There are over 100 beers on tap at Tuatara's. Every week they cycle new ones in and out. And because I'm a sucker for metaphor, this is where I choose to take dates. This was where Ben and I had our first non-date with Celeste, Trick, and Socialist Steve. This is where Jackie and I celebrated Sora's twenty-first birthday. This is where I used to go to write when I lived in Slummerville. I've spent so much time on the barstools at Tuatara's, you'd think I liked beer.
On Sunday nights Tuatara's has a spoken word/jazz show that I used to go to on a regular basis, but recently have been avoiding since the other poetry reading in town pays me to bartend, and one can only take so much poetry before alcoholic consumption becomes less a choice, and more a survival mechanism.
Early this afternoon, I made plans to meet Number One, a stage actor (read: waiter) for drinks. I neglected to take into account that it's poetry night. So as soon as I walk into the bar, I'm greeted by all sorts of people I know, but have no desire to sleep with.
I'm in the middle of explaining why it's been nearly a year since the last time I performed with the jazz trio when my phone, thank Okoawa*, buzzed.
#1: Sorry babe. Too tired to put on pants. Not coming out tonight.
Me: So don't put on pants.
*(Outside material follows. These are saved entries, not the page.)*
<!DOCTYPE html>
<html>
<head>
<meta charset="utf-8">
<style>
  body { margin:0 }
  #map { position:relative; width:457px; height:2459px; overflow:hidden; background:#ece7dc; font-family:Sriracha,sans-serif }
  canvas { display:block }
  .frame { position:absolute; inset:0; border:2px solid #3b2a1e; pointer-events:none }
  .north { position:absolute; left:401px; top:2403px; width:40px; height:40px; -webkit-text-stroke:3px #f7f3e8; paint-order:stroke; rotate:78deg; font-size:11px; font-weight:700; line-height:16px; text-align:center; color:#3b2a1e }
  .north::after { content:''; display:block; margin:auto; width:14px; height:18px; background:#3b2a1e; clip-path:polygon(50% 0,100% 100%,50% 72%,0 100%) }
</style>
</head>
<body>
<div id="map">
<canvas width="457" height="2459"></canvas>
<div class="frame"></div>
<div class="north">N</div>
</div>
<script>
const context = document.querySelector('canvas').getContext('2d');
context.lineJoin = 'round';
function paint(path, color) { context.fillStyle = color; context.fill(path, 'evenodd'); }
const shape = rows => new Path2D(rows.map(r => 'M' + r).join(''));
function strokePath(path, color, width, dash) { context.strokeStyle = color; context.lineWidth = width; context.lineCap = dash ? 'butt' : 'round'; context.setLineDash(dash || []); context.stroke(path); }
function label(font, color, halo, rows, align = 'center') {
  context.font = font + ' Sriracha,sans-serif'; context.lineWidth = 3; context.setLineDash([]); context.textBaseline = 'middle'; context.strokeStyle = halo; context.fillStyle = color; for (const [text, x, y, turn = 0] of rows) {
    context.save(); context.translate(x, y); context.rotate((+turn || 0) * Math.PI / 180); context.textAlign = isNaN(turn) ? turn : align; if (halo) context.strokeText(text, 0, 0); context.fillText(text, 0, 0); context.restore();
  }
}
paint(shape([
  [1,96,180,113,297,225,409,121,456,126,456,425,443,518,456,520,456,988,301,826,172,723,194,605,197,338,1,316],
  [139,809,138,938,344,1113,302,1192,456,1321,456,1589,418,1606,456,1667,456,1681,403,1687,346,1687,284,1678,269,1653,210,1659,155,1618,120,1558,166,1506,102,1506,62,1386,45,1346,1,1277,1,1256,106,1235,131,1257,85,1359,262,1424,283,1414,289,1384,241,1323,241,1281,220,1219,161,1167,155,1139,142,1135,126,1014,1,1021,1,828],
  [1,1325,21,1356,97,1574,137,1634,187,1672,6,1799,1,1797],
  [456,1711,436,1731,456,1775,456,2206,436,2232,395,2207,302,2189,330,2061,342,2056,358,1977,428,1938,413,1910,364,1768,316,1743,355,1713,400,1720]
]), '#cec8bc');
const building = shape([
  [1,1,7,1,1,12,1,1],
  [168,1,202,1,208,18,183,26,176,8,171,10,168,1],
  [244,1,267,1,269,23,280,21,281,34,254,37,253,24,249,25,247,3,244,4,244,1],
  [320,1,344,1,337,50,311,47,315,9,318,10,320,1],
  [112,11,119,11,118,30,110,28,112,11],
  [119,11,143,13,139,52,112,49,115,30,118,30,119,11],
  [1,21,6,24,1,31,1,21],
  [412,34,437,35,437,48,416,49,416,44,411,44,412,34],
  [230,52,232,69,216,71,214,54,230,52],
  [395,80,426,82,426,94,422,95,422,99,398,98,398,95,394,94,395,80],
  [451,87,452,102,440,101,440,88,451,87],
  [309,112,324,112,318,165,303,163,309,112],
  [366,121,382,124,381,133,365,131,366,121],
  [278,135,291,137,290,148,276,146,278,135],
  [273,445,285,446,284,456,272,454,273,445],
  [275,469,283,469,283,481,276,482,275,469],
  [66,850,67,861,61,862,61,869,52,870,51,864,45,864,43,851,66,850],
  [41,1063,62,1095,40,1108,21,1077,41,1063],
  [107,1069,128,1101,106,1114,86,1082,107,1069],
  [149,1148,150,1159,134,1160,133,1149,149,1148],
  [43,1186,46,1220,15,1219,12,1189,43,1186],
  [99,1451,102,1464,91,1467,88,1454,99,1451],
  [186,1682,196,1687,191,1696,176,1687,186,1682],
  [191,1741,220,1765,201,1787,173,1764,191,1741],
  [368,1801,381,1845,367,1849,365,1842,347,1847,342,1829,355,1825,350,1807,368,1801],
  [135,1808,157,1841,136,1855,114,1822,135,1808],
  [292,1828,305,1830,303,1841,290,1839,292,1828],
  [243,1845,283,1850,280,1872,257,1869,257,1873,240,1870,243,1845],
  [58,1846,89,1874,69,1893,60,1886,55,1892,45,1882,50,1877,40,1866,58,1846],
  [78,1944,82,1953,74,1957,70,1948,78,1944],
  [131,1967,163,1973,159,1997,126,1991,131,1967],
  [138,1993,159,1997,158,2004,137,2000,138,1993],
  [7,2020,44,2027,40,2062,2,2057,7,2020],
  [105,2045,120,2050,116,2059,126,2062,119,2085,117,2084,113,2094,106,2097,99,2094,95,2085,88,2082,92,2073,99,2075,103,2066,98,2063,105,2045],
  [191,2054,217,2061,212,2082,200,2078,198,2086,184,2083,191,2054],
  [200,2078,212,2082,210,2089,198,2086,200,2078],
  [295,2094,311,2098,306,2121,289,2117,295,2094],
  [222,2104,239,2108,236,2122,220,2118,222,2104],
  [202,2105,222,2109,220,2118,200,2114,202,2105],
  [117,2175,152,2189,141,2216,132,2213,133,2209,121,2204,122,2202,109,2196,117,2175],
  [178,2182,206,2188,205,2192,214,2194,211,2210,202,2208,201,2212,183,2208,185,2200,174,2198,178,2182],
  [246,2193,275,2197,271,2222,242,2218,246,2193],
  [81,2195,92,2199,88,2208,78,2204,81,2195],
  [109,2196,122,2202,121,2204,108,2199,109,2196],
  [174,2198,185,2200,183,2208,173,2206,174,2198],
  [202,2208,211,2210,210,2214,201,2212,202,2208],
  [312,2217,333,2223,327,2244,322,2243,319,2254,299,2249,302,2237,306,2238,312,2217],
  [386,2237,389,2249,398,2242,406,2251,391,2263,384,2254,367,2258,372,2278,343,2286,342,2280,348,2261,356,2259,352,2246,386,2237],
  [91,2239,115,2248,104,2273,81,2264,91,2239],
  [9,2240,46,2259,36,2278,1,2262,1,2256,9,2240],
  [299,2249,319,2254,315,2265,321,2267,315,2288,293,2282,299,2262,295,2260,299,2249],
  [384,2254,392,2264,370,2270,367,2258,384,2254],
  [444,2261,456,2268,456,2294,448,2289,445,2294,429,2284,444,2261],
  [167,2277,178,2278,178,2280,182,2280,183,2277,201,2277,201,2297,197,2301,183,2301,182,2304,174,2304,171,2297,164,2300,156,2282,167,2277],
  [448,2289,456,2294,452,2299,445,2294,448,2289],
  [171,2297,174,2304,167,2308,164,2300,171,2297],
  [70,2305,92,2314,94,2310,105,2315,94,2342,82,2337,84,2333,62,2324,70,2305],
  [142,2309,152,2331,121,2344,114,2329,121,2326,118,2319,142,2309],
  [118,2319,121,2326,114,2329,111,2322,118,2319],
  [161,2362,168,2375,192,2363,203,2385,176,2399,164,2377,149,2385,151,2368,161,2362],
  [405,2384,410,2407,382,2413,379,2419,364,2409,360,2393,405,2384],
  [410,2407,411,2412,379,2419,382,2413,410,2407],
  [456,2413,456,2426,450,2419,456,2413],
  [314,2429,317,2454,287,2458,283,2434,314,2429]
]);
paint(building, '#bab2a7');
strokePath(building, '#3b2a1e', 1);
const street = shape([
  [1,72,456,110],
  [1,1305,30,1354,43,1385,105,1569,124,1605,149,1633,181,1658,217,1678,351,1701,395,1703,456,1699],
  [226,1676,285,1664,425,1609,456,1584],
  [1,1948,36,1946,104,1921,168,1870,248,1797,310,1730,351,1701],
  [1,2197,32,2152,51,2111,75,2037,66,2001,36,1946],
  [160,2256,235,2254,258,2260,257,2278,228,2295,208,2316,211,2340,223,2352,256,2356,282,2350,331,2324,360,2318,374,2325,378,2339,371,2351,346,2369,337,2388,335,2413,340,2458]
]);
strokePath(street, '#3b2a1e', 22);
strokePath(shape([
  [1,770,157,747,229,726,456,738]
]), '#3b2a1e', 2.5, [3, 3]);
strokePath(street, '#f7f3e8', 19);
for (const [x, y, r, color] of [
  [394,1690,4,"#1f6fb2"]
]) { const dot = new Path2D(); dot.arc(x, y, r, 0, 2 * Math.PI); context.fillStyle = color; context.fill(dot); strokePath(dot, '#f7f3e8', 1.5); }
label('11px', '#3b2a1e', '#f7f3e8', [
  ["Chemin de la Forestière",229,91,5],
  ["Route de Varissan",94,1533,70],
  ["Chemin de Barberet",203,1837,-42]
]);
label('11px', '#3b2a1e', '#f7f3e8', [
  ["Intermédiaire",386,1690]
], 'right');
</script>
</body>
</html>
I'm just going to end up ripping them off of you later, anyway.
#1: That's very presumptuous of you.
#1: And hot. I'm on my way.
After fifteen minutes of insincere ""Has it really been two years since" you insulted my racial and sexual background because you're insecure in your blackness and masculinity "we talked? Wow. So what have you been" saying behind my back to people who are just going to tell me the next time I see them anyway "doing with yourself?", #1 shows up.
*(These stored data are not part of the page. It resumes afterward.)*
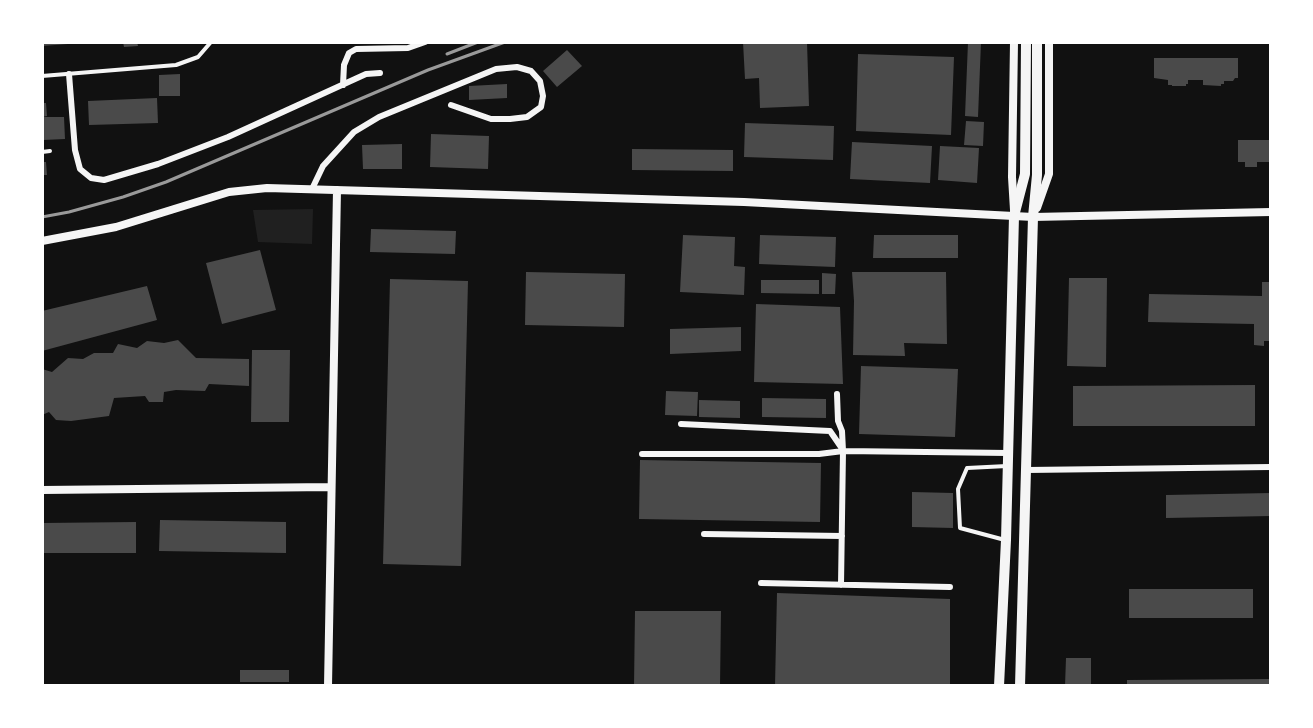 <!DOCTYPE html>
<html>
<head>
<meta charset="utf-8">
<style>
  body { margin:0 }
  #map { position:relative; width:1313px; height:728px; overflow:hidden; background:#111; font-family:Commissioner,sans-serif }
  canvas { display:block }
  .frame { position:absolute; inset:0; border:44px solid #fff; pointer-events:none }
</style>
</head>
<body>
<div id="map">
<canvas width="1313" height="728"></canvas>
<div class="frame"></div>
</div>
<script>
const context = document.querySelector('canvas').getContext('2d');
context.lineJoin = 'round';
function paint(path, color) { context.fillStyle = color; context.fill(path, 'evenodd'); }
const shape = rows => new Path2D(rows.map(r => 'M' + r).join(''));
function stroke(path, color, width, dash) { context.strokeStyle = color; context.lineWidth = width; context.lineCap = dash ? 'butt' : 'round'; context.setLineDash(dash || []); context.stroke(path); }
paint(shape([
  [313,209,312,244,258,242,253,210]
]), '#202020');
paint(shape([
  [42,42,68,42,68,44,42,46],
  [123,42,137,42,138,46,124,47],
  [743,42,807,42,809,106,760,108,759,78,745,79],
  [968,42,981,42,978,117,965,116],
  [567,50,582,66,557,87,543,71],
  [858,54,954,57,951,135,856,131],
  [1154,58,1238,58,1238,78,1235,78,1233,81,1224,81,1224,84,1221,84,1221,86,1203,85,1203,80,1188,80,1188,84,1186,84,1186,86,1172,86,1172,85,1168,85,1168,80,1154,78],
  [180,74,180,96,159,96,159,75],
  [507,84,507,98,469,100,469,86],
  [157,98,158,123,89,125,88,101],
  [42,103,46,103,47,116,42,117],
  [42,117,64,117,65,139,43,140],
  [966,121,984,122,983,146,964,145],
  [745,123,834,126,833,160,744,157],
  [431,134,489,136,488,169,430,167],
  [1238,140,1271,140,1271,162,1257,162,1257,167,1245,167,1245,162,1238,162],
  [852,142,932,146,930,183,850,179],
  [402,144,402,169,363,169,362,145],
  [940,146,979,148,977,183,938,180],
  [632,149,733,150,733,171,632,170],
  [42,162,46,162,47,175,42,175],
  [371,229,456,231,455,254,370,252],
  [683,235,735,237,734,266,745,267,744,295,680,292],
  [760,235,836,237,835,267,759,264],
  [874,235,958,235,958,258,873,258],
  [260,250,276,310,222,324,206,263],
  [526,272,625,274,624,327,525,325],
  [852,272,946,272,947,344,904,343,905,356,853,355,854,301],
  [822,273,836,274,835,294,822,294],
  [1069,278,1107,278,1106,367,1067,366],
  [390,279,468,281,461,566,383,564],
  [761,280,819,280,819,294,761,293],
  [1262,282,1271,282,1271,341,1264,341,1264,346,1254,345,1254,324,1148,322,1149,294,1262,296],
  [147,286,157,320,42,351,42,311],
  [756,304,840,307,843,384,754,382],
  [741,327,741,351,670,354,670,329],
  [178,340,196,358,249,359,249,386,209,384,205,391,176,390,164,392,163,402,149,402,145,396,114,398,109,416,71,421,56,420,49,412,42,415,42,369,52,372,68,358,83,359,94,353,113,353,118,344,137,348,147,341,164,343],
  [252,350,290,350,289,422,251,422],
  [861,366,958,369,955,437,859,434],
  [1255,385,1255,426,1073,426,1073,386],
  [666,391,698,392,697,416,665,415],
  [762,398,826,399,826,418,762,417],
  [699,400,740,401,740,418,699,417],
  [640,460,821,463,820,522,639,519],
  [912,492,953,493,953,528,912,527],
  [1271,493,1271,516,1166,518,1166,495],
  [160,520,286,522,286,553,159,551],
  [136,522,136,553,42,553,42,523],
  [1129,589,1253,589,1253,618,1129,618],
  [777,593,950,599,950,686,775,686],
  [635,611,721,611,720,686,634,686],
  [1066,658,1091,658,1091,686,1065,686],
  [240,670,289,670,289,682,240,682],
  [1271,679,1271,686,1127,686,1127,680]
]), '#4a4a4a');
stroke(shape([
  [42,76,176,65,198,57,211,42],
  [42,152,50,151],
  [1005,540,960,528,958,489,967,468,1007,466]
]), '#f5f5f5', 4);
stroke(shape([
  [69,74,75,150,80,169,91,178,104,180,158,164,228,137,366,74,380,73],
  [343,85,344,65,349,53,356,49,408,48,425,42],
  [312,189,323,166,354,132,379,117,496,69,517,67,531,71,540,81,543,96,541,107,527,117,510,119,491,119,451,105],
  [837,394,838,421,842,431,843,451,841,585],
  [681,424,830,431,843,450],
  [642,454,819,454,843,451,1008,453],
  [1027,470,1271,467],
  [704,534,842,536],
  [761,583,950,587]
]), '#f5f5f5', 6);
stroke(shape([
  [1037,208,1049,174,1049,42],
  [1014,210,1012,177,1014,42],
  [42,241,116,227,229,192,267,188,744,202,1033,217,1271,212],
  [42,490,331,487],
  [328,686,337,190]
]), '#f5f5f5', 8);
stroke(shape([
  [999,686,1006,540,1014,216,1025,174,1026,42],
  [1020,686,1033,217,1037,175,1037,42]
]), '#f5f5f5', 10);
stroke(shape([
  [447,54,478,42],
  [42,217,69,212,123,197,166,182,428,70,505,42]
]), '#9a9a9a', 3);
</script>
</body>
</html>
"I am ready to get my drink on!"
One hundred different beers on tap leads to both of us drinking a series of escalatingly alcoholic mixed drinks. Which is not, in any way shape or poor form, gay. Escalating alcohol leads to flirtation. Escalating flirtation leads to us heading back to his house. Which, of course, leads to pants flung on the floor, and "You know I usually don't put out this easily."
And then we do.
"So how usually do you not put out that easily?" I ask.
"A lady never tells." And I look around the room of his better than mine apartment. Lots of playbills and posters, a keyboard, and a surprising number of dresses for a...did I just sleep with a drag queen?